Hey, I'm trying to use the pants remote caching wi...
# general
b
Hey, I'm trying to use the pants remote caching with bazel-remote. I set up bazel-remote in our kubernetes cluster with an alb ingress in aws. Everytime I try to run pants know, I get the error "Failed to read from remote cache (8 occurrences so far): Unavailable: "error trying to connect: invalid certificate: UnknownIssuer"". I added our custom ca cert with "remote_ca_certs_path" to pants and if I try the connection to the alb with "openssl s_client" using this cert it works flawlessly. I could also out-rule the grpc service itself, because if I expose the service port locally (without ssl) and let pants run against the exposed local port it works just fine. So, I guess there is a problem somewhere in how pants establishes this ssl connection
p
Hi, it sounds exactly like the issue I had (and still have...) https://pantsbuild.slack.com/archives/C046T6T9U/p1687525899603529
I didn't move forward with that much, I think next step would be to figure out where pants sets up that ssl grpc channel and debug that, but I'm not sure if that's doable...
b
I just checked the pantsd.log. There is a bit more logging then on stdout, actually. I could see, that pants is somehow trying to connect correctly, but it also seems like it's trying to connect to the ip address instead of the dns hostname. I'm not sure how well that works with alb and if pants also sends the hostname in the request
12:16:23.79 [DEBUG] error: error trying to connect: invalid certificate: UnknownIssuer
12:16:23.79 [DEBUG] updating from discover
12:16:23.79 [DEBUG] updating from discover
12:16:23.79 [DEBUG] updating from discover
12:16:23.79 [DEBUG] connecting to <http://100.xxx.xxx.xxx:9092|100.xxx.xxx.xxx:9092>
12:16:23.79 [DEBUG] updating from discover
12:16:23.79 [DEBUG] updating from discover
12:16:23.79 [DEBUG] connected to <http://100.xxx.xxx.xxx:9092|100.xxx.xxx.xxx:9092>
12:16:23.79 [DEBUG] No cached session for DNSNameRef("<http://example.org|example.org>")

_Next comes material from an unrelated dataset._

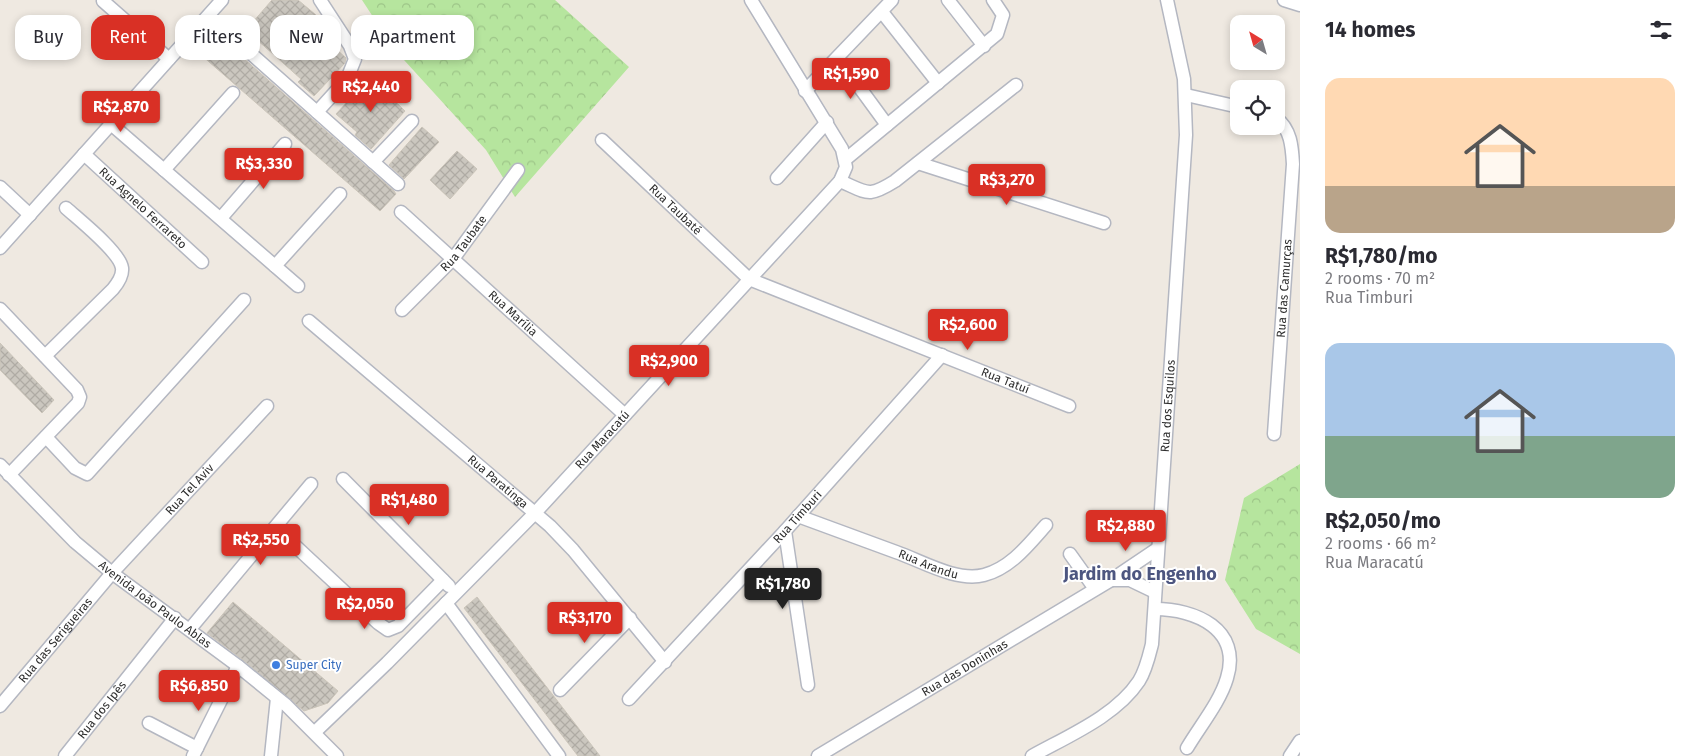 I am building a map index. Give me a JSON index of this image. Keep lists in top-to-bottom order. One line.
{"streets":{"street":["Rua Agnelo Ferrareto","Rua Taubaté","Rua Taubate","Rua das Camurças","Rua Marília","Rua Tatuí","Rua dos Esquilos","Rua Maracatú","Rua Paratinga","Rua Tel Aviv","Rua Timburi","Rua Arandu","Avenida João Paulo Ablas","Rua das Serigueiras","Rua das Doninhas","Rua dos Ipês"]},"crossings":[["Rua Taubaté","Rua Tatuí"],["Rua Taubaté","Rua Maracatú"],["Rua Taubate","Rua Marília"],["Rua Marília","Rua Maracatú"],["Rua Tatuí","Rua Maracatú"],["Rua Tatuí","Rua Timburi"],["Rua dos Esquilos","Rua das Doninhas"],["Rua Maracatú","Rua Paratinga"],["Rua Maracatú","Avenida João Paulo Ablas"],["Rua Paratinga","Rua Timburi"],["Rua Tel Aviv","Avenida João Paulo Ablas"],["Rua Tel Aviv","Rua das Serigueiras"],["Rua Timburi","Rua Arandu"],["Avenida João Paulo Ablas","Rua das Serigueiras"],["Avenida João Paulo Ablas","Rua dos Ipês"]],"districts":["Jardim do Engenho"],"places":["Super City"],"north":"top left","page":{"heading":"14 homes","chip":["Buy","Rent","Filters","New","Apartment"],"price":["R$1,590","R$2,440","R$2,870","R$3,330","R$3,270","R$2,600","R$2,900","R$1,480","R$2,880","R$2,550","R$1,780","R$2,050","R$3,170","R$6,850"],"list":[{"name":"R$1,780/mo","note":"2 rooms · 70 m² · Rua Timburi"},{"name":"R$2,050/mo","note":"2 rooms · 66 m² · Rua Maracatú"}]}}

12:16:23.79 [DEBUG] Not resuming any session
12:16:23.79 [DEBUG] updating from discover
12:16:23.97 [DEBUG] updating from discover
12:16:23.97 [DEBUG] ALPN protocol is Some(b"h2")
12:16:23.97 [DEBUG] Using ciphersuite TLS_ECDHE_RSA_WITH_AES_128_GCM_SHA256
12:16:23.97 [DEBUG] Server supports tickets
12:16:23.97 [DEBUG] updating from discover
12:16:23.97 [DEBUG] updating from discover
12:16:23.97 [DEBUG] updating from discover
12:16:23.98 [DEBUG] updating from discover
12:16:23.98 [DEBUG] ECDHE curve is ECParameters { curve_type: NamedCurve, named_group: secp256r1 }
12:16:23.98 [DEBUG] Server DNS name is DNSName("<http://example.org|example.org>")
12:16:23.98 [WARN] Sending fatal alert BadCertificate
12:16:23.98 [DEBUG] reconnect::poll_ready: hyper::Error(Connect, Custom { kind: InvalidData, error: WebPKIError(UnknownIssuer) })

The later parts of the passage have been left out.